2022

Gutachten zum Rentenversicherungsbericht 2022

Der Sozialbeirat hat der Bundesregierung am 29. November 2022 sein Gutachten zum Rentenversicherungsbericht 2022 übergeben.

 

Entsprechend seinem gesetzlichen Auftrag nimmt der Sozialbeirat, der aus Vertreterinnen und Vertretern der Arbeitgeber, Rentenversicherten, Wissenschaft und Bundesbank besteht, jährlich Stellung zum Rentenversicherungsbericht der Bundesregierung.

Zu den Vorausberechnungen im Rentenversicherungsbericht nimmt der Sozialbeirat in Kapitel II seines Gutachtens Stellung. Auf folgende Aussagen weisen wir besonders hin:

  • Der Sozialbeirat kritisiert die beschlossene Ausweitung des sog. Übergangsbereichs (Midijobs) von 1.300 € auf 2.000 € pro Monat: Es fehle eine Begründung, weshalb implizit Anreize zur Teilzeitarbeit geschaffen würden. Zudem sei die damit verbundene Begünstigung von Teilzeitbeschäftigten wenig zielgenau, weil sie Teilzeitbeschäftigte unabhängig von ihrem individuellen Einkommen entlaste (Rz. 12).
  • Er hält die im neuen Rentenversicherungsbericht zugrunde gelegten günstigeren demografischen Annahmen (weniger stark steigende Lebenserwartung, mehr Nettozuwanderung) für plausibel, weist aber darauf hin, dass gerade die Annahmen zur Migration mit einer hohen Unsicherheit verbunden sind (Rz. 15).
  • Er teilt die Einschätzung der Bundesregierung, dass sich die Rentenversicherung derzeit finanziell „sehr robust“ zeige (Rz. 17).
  • Für die langfristige Entwicklung stellt der Sozialbeirat fest, dass sich die Nachhaltigkeitsrücklage voraussichtlich ab 2027 und danach durchgängig bis zum Ende des Vorausberechnungszeitraums 2036 zum Jahresende jeweils im Bereich ihres Mindestwerts von 0,2 Monatsausgaben bewegen wird.
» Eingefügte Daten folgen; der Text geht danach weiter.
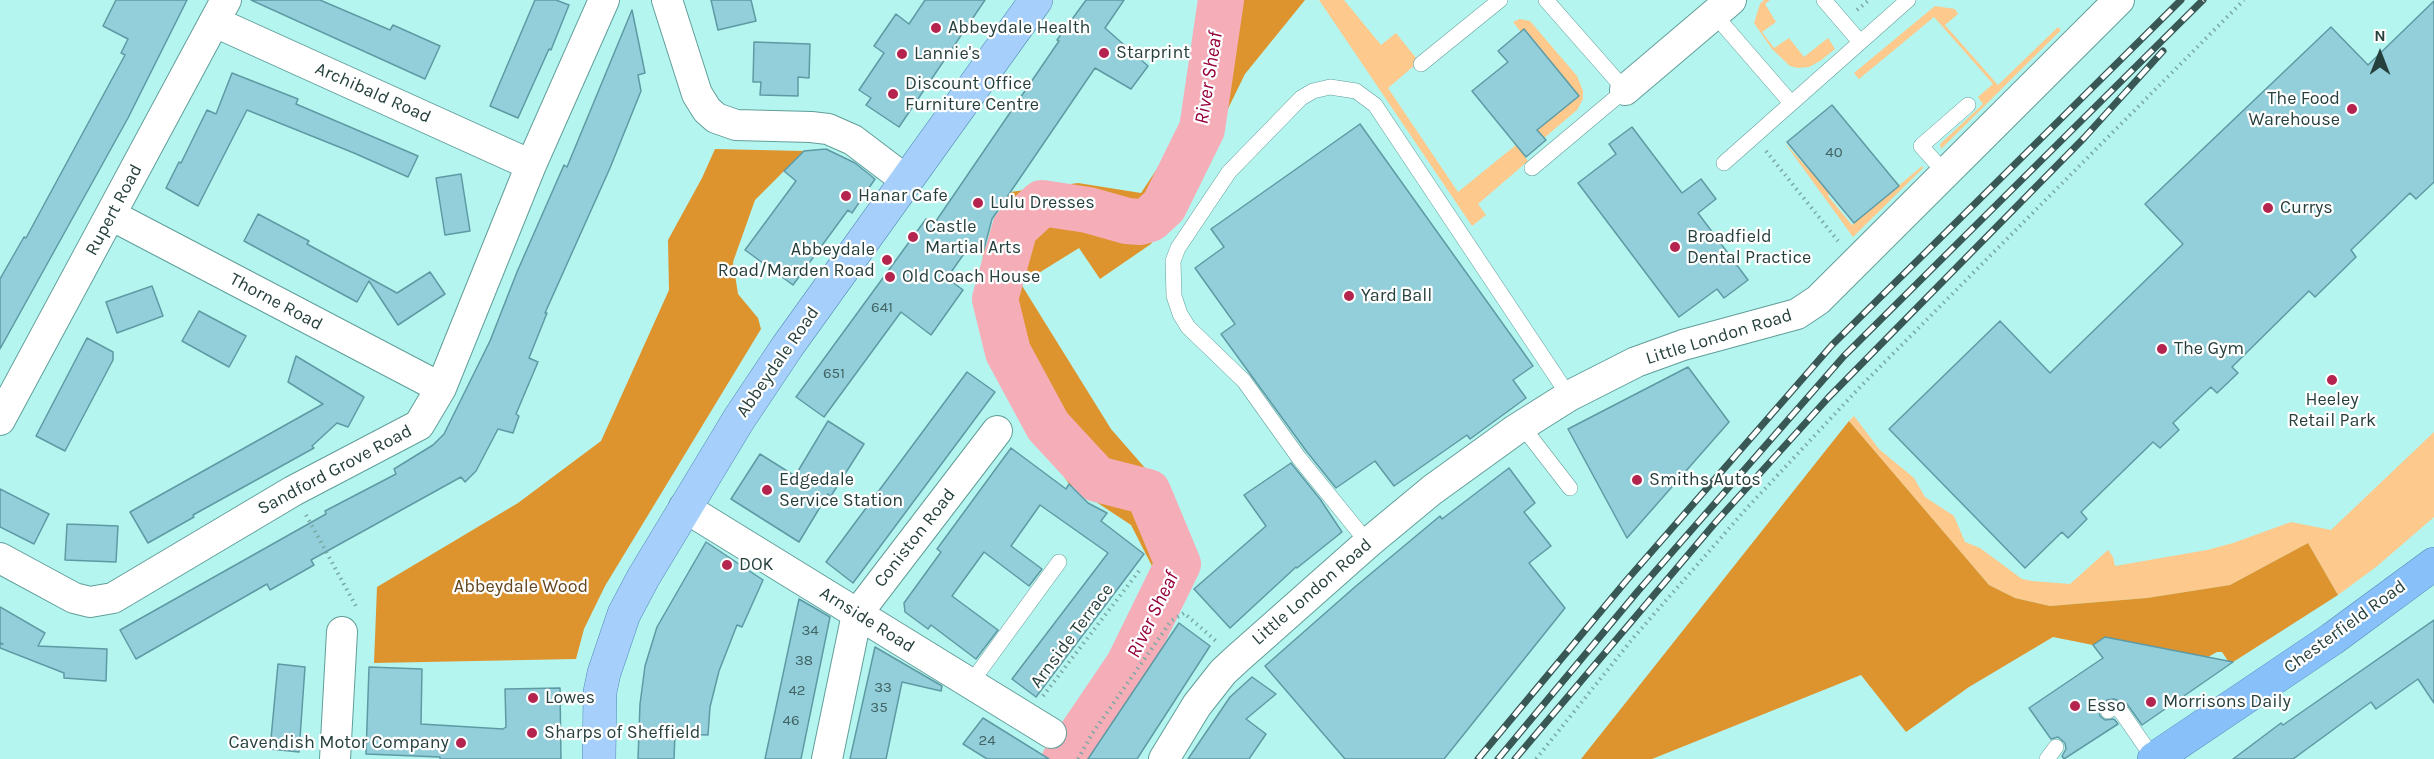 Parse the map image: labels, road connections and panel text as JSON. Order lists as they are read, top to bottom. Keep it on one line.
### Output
{"streets":{"highway":["Chesterfield Road"],"main road":["Abbeydale Road"],"street":["Archibald Road","Rupert Road","Thorne Road","Little London Road","Sandford Grove Road","Coniston Road","Arnside Road"],"path":["Arnside Terrace"]},"crossings":[["Archibald Road","Rupert Road"],["Archibald Road","Sandford Grove Road"],["Rupert Road","Thorne Road"],["Thorne Road","Sandford Grove Road"],["Abbeydale Road","Arnside Road"],["Coniston Road","Arnside Road"],["Arnside Road","Arnside Terrace"]],"water":["River Sheaf"],"parks":["Abbeydale Wood"],"places":["Abbeydale Health","Starprint","Lannie's","Discount Office Furniture Centre","The Food Warehouse","Hanar Cafe","Lulu Dresses","Currys","Castle Martial Arts","Broadfield Dental Practice","Abbeydale Road/Marden Road","Old Coach House","Yard Ball","The Gym","Heeley Retail Park","Smiths Autos","Edgedale Service Station","DOK","Lowes","Morrisons Daily","Esso","Sharps of Sheffield","Cavendish Motor Company"],"house_numbers":["40","641","651","34","38","33","42","35","46","24"],"north":"top"} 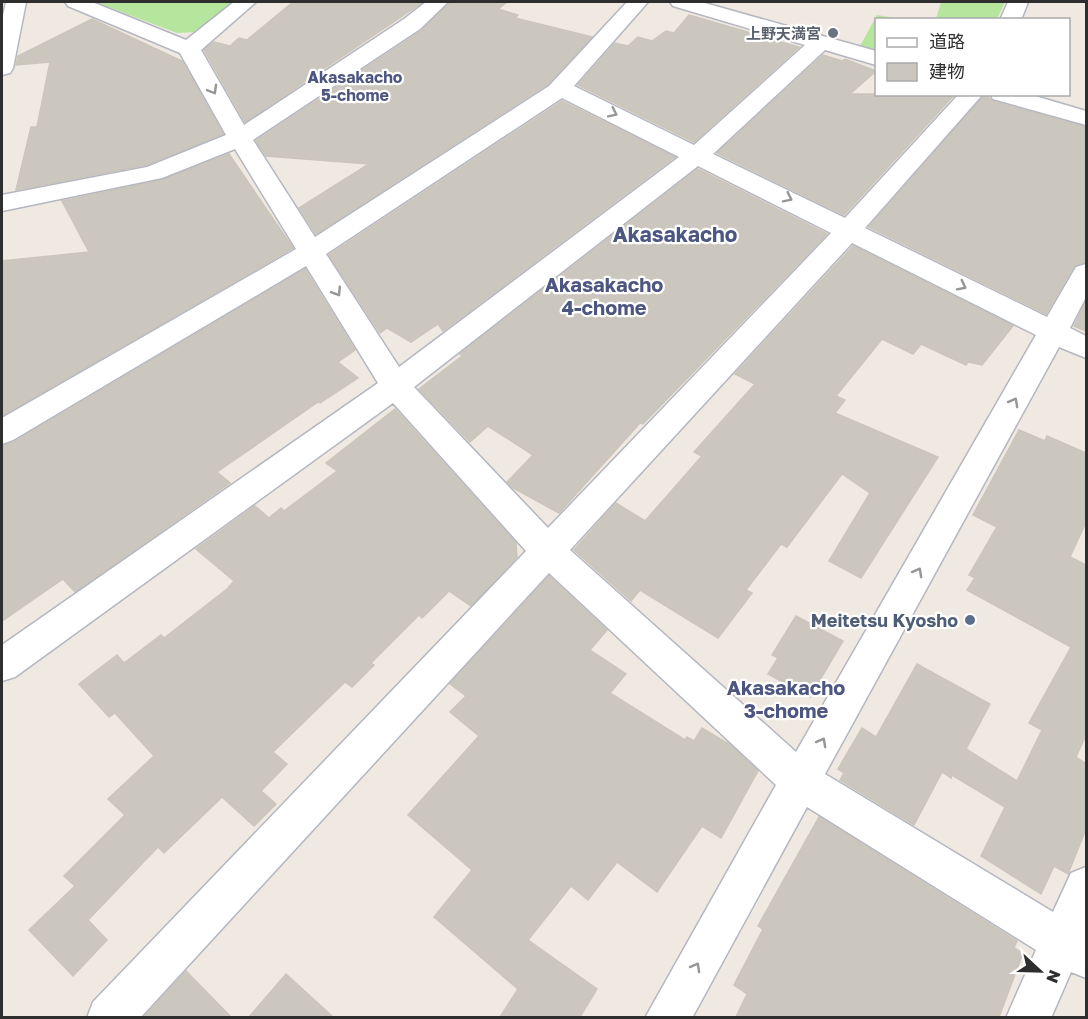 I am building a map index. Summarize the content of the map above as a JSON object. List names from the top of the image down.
{
  "districts": [
    "Akasakacho 5-chome",
    "Akasakacho",
    "Akasakacho 4-chome",
    "Akasakacho 3-chome"
  ],
  "places": ["上野天満宮", "Meitetsu Kyosho"],
  "legend": ["道路", "建物"],
  "north": "right"
}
Insbesondere bei unerwarteten Wirtschaftseinbrüchen drohen damit unterjährige Liquiditätsengpässe bei den Rentenversicherungsträgern. Vor diesem Hintergrund unterstützt der Sozialbeirat, wie in den vergangenen Jahren schon, den Vorschlag der Rentenkommission „Verlässlicher Generationenvertrag“ vom März 2020. Dieser sieht vor, die Mindestrücklage auf 0,3 Monatsausgaben anzuheben und den Bundeszuschuss statt wie bisher in zwölf künftig in elf gleichen Raten bis November auszuzahlen (Rz. 24).
  • Außerdem regt der Sozialbeirat an, den Vorausberechnungszeitraum des Rentenversicherungsberichts auszuweiten. Um insbesondere langfristige Auswirkungen bestimmter demografischer Annahmen auf die gesetzliche Rentenversicherung abschätzen zu können, ist der aktuelle Zeitraum von 15 Jahren vergleichsweise kurz. Gerade bei der Rentenversicherung, bei der zwischen erstmaliger Beitragszahlung und letzter Rentenleistung regelmäßig weit mehr als ein halbes Jahrhundert liegt, erscheine dies notwendig (Rz. 31).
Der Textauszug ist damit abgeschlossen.